Daffonchio L, Novellini R, Bertuglia S
Dompé s.p.a., Medical Department, Milano, Italy.
Inflamm Res. 2002 May;51(5):223-8. doi: 10.1007/pl00000297.
The purpose of this study was to assess the efficacy of topically applied ketoprofen lysine salt (KLS), a cyclooxygenase inhibitor, against the inflammatory changes induced by interleukin-1beta (IL-1beta) and bradykinin (BK) in hamster cheek pouch microcirculation. In addition, we characterised the pharmacological regulation of IL-1beta activity in this model.

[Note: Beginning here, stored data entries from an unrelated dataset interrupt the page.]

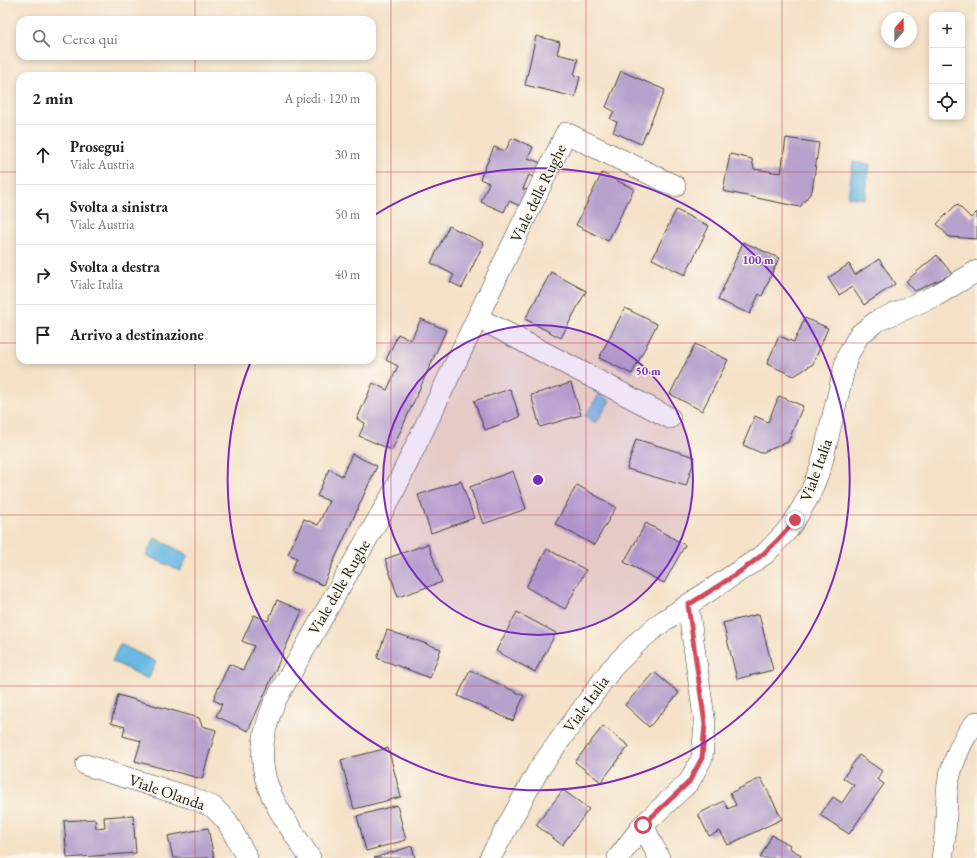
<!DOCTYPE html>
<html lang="it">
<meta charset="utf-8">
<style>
body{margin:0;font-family:"EB Garamond",serif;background:#f6f6f6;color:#222}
.controls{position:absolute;right:12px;top:12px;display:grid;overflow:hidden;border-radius:8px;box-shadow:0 2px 6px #0003}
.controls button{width:36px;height:36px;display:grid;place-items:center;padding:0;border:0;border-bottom:1px solid #e0e0e0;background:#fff;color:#222;font:20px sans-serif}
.compass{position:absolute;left:881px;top:12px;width:36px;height:36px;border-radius:50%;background:#fff;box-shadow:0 2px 6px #0003;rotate:21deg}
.stop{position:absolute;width:12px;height:12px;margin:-9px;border:3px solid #d1495b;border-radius:50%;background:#fff}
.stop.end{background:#d1495b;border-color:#fff;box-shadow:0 1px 4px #0008}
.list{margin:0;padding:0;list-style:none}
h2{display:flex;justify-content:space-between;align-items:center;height:52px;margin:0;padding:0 16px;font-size:17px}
h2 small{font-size:13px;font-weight:400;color:#767676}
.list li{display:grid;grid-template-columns:26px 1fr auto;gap:12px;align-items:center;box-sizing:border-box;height:60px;padding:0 16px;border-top:1px solid #e0e0e0}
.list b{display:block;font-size:15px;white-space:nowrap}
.list p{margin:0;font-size:13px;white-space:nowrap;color:#767676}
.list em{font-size:13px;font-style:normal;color:#767676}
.icon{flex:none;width:22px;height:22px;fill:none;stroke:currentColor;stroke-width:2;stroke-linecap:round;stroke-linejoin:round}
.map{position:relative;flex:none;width:977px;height:858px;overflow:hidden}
.search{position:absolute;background:#fff;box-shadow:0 2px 6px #0003;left:16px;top:16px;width:360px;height:44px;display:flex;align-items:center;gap:10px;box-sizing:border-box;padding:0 14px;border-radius:12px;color:#767676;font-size:15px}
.panel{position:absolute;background:#fff;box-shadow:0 2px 6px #0003;left:16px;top:72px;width:360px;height:292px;border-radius:12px}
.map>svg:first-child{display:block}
.water{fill:#68b9e3;stroke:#426a80}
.building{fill:#b7a2cd}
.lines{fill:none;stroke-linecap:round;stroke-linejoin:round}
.minor-casing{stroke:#3c3a36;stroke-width:22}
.minor{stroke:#fff;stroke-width:21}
.route{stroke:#d1495b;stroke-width:5}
.grid{fill:none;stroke:#d1495b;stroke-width:1;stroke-opacity:0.55}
.ring{fill:none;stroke:#7b2cbf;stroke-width:2}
.labels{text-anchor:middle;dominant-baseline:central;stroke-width:3;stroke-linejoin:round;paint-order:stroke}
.street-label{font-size:16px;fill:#1c1c1c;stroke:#fbf7ec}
.centre{fill:#7b2cbf;stroke:#fbf7ec;stroke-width:2}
.ring-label{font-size:12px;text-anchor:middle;font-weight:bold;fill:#7b2cbf;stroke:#fbf7ec;stroke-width:3;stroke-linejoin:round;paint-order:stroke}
</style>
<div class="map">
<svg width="977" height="858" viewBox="0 0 977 858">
<rect width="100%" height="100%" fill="#fbf7ec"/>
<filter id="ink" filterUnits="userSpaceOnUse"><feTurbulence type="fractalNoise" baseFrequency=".025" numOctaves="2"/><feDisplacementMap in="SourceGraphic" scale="8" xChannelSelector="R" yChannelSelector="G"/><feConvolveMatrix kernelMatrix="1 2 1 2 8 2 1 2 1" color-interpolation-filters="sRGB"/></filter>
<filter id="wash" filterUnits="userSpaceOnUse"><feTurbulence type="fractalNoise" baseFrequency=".012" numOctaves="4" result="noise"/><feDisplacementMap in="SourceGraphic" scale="16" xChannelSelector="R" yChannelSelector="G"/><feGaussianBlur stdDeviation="0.9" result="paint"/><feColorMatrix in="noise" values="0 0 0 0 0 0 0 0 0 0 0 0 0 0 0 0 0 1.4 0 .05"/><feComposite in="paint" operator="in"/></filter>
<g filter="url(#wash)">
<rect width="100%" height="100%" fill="#f4e1c7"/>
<g class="water">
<path d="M853,162l17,2 -5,35 -17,-2z"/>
<path d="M599,394l11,7 -14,22 -11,-7z"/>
<path d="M155,538l33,17 -8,16 -34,-16z"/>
<path d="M120,644l36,18 -8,17 -36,-18z"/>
</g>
<g id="blocks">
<g class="building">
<path d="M536,36l24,6 -3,12 21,5 -4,17 6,1 -5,20 -50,-12z"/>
<path d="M621,71l44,19 -24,54 -28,-12 4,-10 -7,-3 4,-8 -8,-4z"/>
<path d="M512,138l21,9 -5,11 15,6 -6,15 -8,-4 -6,14 4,1 -7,16 -11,-5 -5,11 -23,-10 8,-19 -9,-4 14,-32 11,4z"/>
<path d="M786,138l33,5 -7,48 -12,16 -77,-16 7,-37 22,5 2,10 27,4z"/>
<path d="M602,173l32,16 -26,52 -32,-16z"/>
<path d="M957,204l14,14 6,-6v27l-28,-2 -12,-13z"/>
<path d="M676,210l33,16 -24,49 -33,-16z"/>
<path d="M449,226l35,17 -22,45 -12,-6 4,-7 -23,-12z"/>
<path d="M743,242l36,16 -17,38 -3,-2 -9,20 -32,-14z"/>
<path d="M937,255l15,19 -37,17 -9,-10z"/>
<path d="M879,259l16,25 -31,21 -12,-18 -13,8 -11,-17 21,-14 6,11z"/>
<path d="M551,272l35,19 -25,47 -36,-19z"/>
<path d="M625,308l32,16 -25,50 -33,-16z"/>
<path d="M805,318l23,10 -15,36 -19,12 -27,-12 12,-28 15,6z"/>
<path d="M421,319l25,11 -54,120 -33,-14 6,-13 -8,-4 16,-36 14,7 11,-24 -12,-6 12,-26 13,6z"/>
<path d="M695,344l33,16 -26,51 -32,-17z"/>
<path d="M571,383l10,32 -41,12 -9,-32z"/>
<path d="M510,389l10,28 -35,13 -11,-29z"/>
<path d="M779,396l24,10 -15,36 -27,11 -18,-8 12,-29 13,6z"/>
<path d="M636,439l59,18 -9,29 -59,-17z"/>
<path d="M352,454l25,12 -54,119 -32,-14 6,-13 -9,-4 16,-35 14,6 11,-24 -12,-5 12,-27 13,7z"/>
<path d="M513,471l13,38 -43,15 -13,-37z"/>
<path d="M461,481l13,37 -43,15 -13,-38z"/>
<path d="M577,485l39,22 -22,38 -39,-21z"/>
<path d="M646,523l39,22 -21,38 -40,-21z"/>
<path d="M428,544l14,38 -44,15 -13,-38z"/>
<path d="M547,549l39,21 -21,39 -39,-22z"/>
<path d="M277,600l25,11 -54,120 -32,-15 6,-12 -9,-4 16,-36 14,6 11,-24 -12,-5 12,-26 14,6z"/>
<path d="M517,612l39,21 -21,39 -39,-21z"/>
<path d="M759,614l14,56 -36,9 -14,-56z"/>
<path d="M387,630l54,19 -11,29 -53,-20z"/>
<path d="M470,670l54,26 -11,25 -55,-25z"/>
<path d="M654,672l25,21 -30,34 -24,-22z"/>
<path d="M118,695l81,23 3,8 14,4 -14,49 -67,-18 6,-20 -18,-5 2,-9 -14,-4z"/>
<path d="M603,726l26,20 -28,36 -26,-20z"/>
<path d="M388,748l13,49 -47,12 -13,-49z"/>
<path d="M859,755l23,16 -5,8 7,5 -35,50 -29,-19 13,-18 9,6 12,-18 -11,-7z"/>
<path d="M761,778l21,41 -54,26 -8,-14 -11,5 -11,-22 26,-13 4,8 8,-4 -6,-12z"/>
<path d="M563,790l26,19 -27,36 -26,-20z"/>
<path d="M397,805l9,35 -40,11 -9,-35z"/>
<path d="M133,815l3,38 -69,5 -3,-37 31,-2 1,9 9,-1 -1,-10z"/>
<path d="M208,828l6,30h-41l-5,-22z"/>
<path d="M772,835l18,10 -1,3 12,7 -1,3h-40z"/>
<path d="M412,846l3,12h-41z"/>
</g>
</g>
</g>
<g filter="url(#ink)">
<use href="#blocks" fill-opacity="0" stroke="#3c3a36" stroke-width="1"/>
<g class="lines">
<defs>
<g id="minor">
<path d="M478,318l192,100"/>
<path d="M86,765l106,33 21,9 14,14 20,37"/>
<path d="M310,858c-37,-57 -65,-87 -35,-157l118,-208 173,-360 109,53"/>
<path d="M490,858l49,-89 73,-101 28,-28 25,-20 100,-66 20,-21 10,-13 15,-26 11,-28 26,-109 12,-22 18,-14 60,-26 40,-24"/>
<path d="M618,858l25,-33"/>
<path d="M659,858l-16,-33 46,-43 13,-24 3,-34 -17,-119"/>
<path d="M942,858c4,-21 4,-44 5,-65 1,-20 15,-58 30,-71"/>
</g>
</defs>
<use href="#minor" class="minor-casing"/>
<use href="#minor" class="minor"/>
</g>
</g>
<g class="lines" filter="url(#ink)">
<path class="route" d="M643,825l46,-43 13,-24 3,-34 -17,-119c41,-26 78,-46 107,-85"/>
</g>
<path class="grid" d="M195,0v20M391,0v858M586,0v858M782,0v858M195,56v20M0,172h20M372,172h605M0,343h20M372,343h605M195,360v498M0,515h977M0,686h977"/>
<circle cx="538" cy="480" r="155" fill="#7b2cbf" fill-opacity=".12"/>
<g class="ring">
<circle cx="538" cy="480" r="155"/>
<path d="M373 216A311 311 0 1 1 251 361"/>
</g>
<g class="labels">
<g class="street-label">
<text transform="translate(538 193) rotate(-64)">Viale delle Rughe</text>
<text transform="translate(816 470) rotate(-70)">Viale Italia</text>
<text transform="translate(339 587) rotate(-60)">Viale delle Rughe</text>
<text transform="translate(586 704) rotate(-54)">Viale Italia</text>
<text transform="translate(167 792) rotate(19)">Viale Olanda</text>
</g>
</g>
<circle cx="538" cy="480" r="6" class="centre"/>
<g class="ring-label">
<text x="758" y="264">100 m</text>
<text x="648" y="375">50 m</text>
</g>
</svg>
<div class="controls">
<button>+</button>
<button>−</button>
<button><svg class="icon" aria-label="locate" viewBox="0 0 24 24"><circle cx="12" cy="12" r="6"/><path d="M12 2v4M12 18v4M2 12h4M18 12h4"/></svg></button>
</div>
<svg class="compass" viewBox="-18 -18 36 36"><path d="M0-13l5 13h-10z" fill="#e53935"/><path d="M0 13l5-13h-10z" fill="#767676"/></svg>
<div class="stop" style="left:643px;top:825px"></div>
<div class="stop end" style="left:795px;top:520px"></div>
<div class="search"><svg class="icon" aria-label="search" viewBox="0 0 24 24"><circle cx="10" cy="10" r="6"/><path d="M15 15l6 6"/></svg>Cerca qui</div>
<section class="panel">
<h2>2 min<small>A piedi · 120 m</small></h2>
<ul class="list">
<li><svg class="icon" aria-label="ahead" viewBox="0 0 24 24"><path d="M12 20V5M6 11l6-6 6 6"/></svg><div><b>Prosegui</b><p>Viale Austria</p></div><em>30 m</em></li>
<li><svg class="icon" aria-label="left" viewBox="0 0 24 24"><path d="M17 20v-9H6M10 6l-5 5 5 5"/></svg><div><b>Svolta a sinistra</b><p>Viale Austria</p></div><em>50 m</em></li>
<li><svg class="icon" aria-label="right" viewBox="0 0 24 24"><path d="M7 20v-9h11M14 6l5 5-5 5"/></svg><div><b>Svolta a destra</b><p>Viale Italia</p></div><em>40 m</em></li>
<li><svg class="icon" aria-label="arrive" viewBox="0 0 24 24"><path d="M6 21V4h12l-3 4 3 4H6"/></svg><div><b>Arrivo a destinazione</b></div></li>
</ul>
</section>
</div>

Male Syrian hamsters were used. Microcirculation was visualised by fluorescent microscopy. Leukocyte adhesion, permeability, perfused capillary length (PCL) and capillary red blood cell (RBC) velocity were evaluated.
KLS (25 microg/ml/min to 1.6 mg/ml/min) was topically applied for 3 min before topically administered IL-1beta (1microg/ml) and BK (10(-4) M). Monoclonal anti-mouse IL-1beta receptor antagonist (200 ng/ml), BK-B2 receptor antagonist (10(-6) M), PAF inhibitor (10(-5) M) and cycloheximide (10 microg/ml) were added topically 15, 10, 15 and 60 min, respectively, before IL-1beta (1 microg/ml).
IL-1beta caused a significant increase in microvascular permeability, a decrease in capillary RBC velocity followed by increased leukocyte adhesion in postcapillary venules. BK caused a marked increase in leukocyte adhesion and no decrease in PCL and RBC velocity. Treatment with KLS significantly inhibited both the leukocyte adhesion and microvascular leakage induced by the two mediators. The inflammatory effects induced by IL-1beta were reduced by blockade of IL-1beta receptors and by a BK-B2 receptor antagonist but were not affected by a PAF antagonist and protein synthesis inhibition.
These results demonstrate that KLS is effective in preventing early inflammatory changes induced by both IL-1beta and BK in the capillary network. Prostaglandin release and BK are essential components for IL-beta mediated responses, whereas neither PAF nor new protein synthesis appear to be linked to the early inflammatory changes induced by IL-1beta.
本研究旨在评估局部应用环氧化酶抑制剂酮洛芬赖氨酸盐(KLS)对白细胞介素-1β(IL-1β)和缓激肽(BK)诱导的仓鼠颊囊微循环炎症变化的疗效。此外,我们对该模型中IL-1β活性的药理调节进行了表征。
使用雄性叙利亚仓鼠。通过荧光显微镜观察微循环。评估白细胞黏附、通透性、灌注毛细血管长度(PCL)和毛细血管红细胞(RBC)速度。
在局部给予IL-1β(1μg/ml)和BK(10⁻⁴M)之前,局部应用KLS(25μg/ml/min至1.6mg/ml/min)3分钟。单克隆抗小鼠IL-1β受体拮抗剂(200ng/ml)、BK-B2受体拮抗剂(10⁻⁶M)、血小板活化因子(PAF)抑制剂(10⁻⁵M)和环己酰亚胺(10μg/ml)分别在给予IL-1β(1μg/ml)前15、10、15和60分钟局部添加。
IL-1β导致微血管通透性显著增加,毛细血管RBC速度降低,随后毛细血管后微静脉中的白细胞黏附增加。BK导致白细胞黏附显著增加,PCL和RBC速度无降低。KLS处理显著抑制了两种介质诱导的白细胞黏附和微血管渗漏。阻断IL-1β受体和BK-B2受体拮抗剂可降低IL-1β诱导的炎症效应,但不受PAF拮抗剂和蛋白质合成抑制的影响。
这些结果表明,KLS可有效预防IL-1β和BK在毛细血管网络中诱导的早期炎症变化。前列腺素释放和BK是IL-β介导反应的重要组成部分,而PAF和新蛋白质合成似乎均与IL-1β诱导的早期炎症变化无关。